WORK INSTRUCTIONS
Please give back the listing below in full. Change nothing.

━━━━━━━━

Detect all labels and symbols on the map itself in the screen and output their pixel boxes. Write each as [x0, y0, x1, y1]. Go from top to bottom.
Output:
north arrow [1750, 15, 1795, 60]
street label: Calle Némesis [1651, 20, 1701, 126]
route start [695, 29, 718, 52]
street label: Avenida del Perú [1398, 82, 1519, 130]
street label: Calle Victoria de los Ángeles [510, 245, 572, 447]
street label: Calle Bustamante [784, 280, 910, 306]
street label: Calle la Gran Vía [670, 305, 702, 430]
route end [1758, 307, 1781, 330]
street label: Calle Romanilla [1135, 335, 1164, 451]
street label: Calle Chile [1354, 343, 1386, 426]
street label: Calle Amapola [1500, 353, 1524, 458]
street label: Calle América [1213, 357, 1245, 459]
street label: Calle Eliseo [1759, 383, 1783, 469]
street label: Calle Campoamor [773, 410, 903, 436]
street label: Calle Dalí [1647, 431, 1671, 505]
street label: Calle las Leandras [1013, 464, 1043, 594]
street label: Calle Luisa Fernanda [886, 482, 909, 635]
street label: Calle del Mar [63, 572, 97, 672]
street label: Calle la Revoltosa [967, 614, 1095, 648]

━━━━━━━━

RESPONSE TO THE EXERCISE
Detect all labels and symbols on the map itself in the screen and output their pixel boxes. Write each as [x0, y0, x1, y1]. Go from top to bottom.
Output:
north arrow [1750, 15, 1795, 60]
street label: Calle Némesis [1651, 20, 1701, 126]
route start [695, 29, 718, 52]
street label: Avenida del Perú [1398, 82, 1519, 130]
street label: Calle Victoria de los Ángeles [510, 245, 572, 447]
street label: Calle Bustamante [784, 280, 910, 306]
street label: Calle la Gran Vía [670, 305, 702, 430]
route end [1758, 307, 1781, 330]
street label: Calle Romanilla [1135, 335, 1164, 451]
street label: Calle Chile [1354, 343, 1386, 426]
street label: Calle Amapola [1500, 353, 1524, 458]
street label: Calle América [1213, 357, 1245, 459]
street label: Calle Eliseo [1759, 383, 1783, 469]
street label: Calle Campoamor [773, 410, 903, 436]
street label: Calle Dalí [1647, 431, 1671, 505]
street label: Calle las Leandras [1013, 464, 1043, 594]
street label: Calle Luisa Fernanda [886, 482, 909, 635]
street label: Calle del Mar [63, 572, 97, 672]
street label: Calle la Revoltosa [967, 614, 1095, 648]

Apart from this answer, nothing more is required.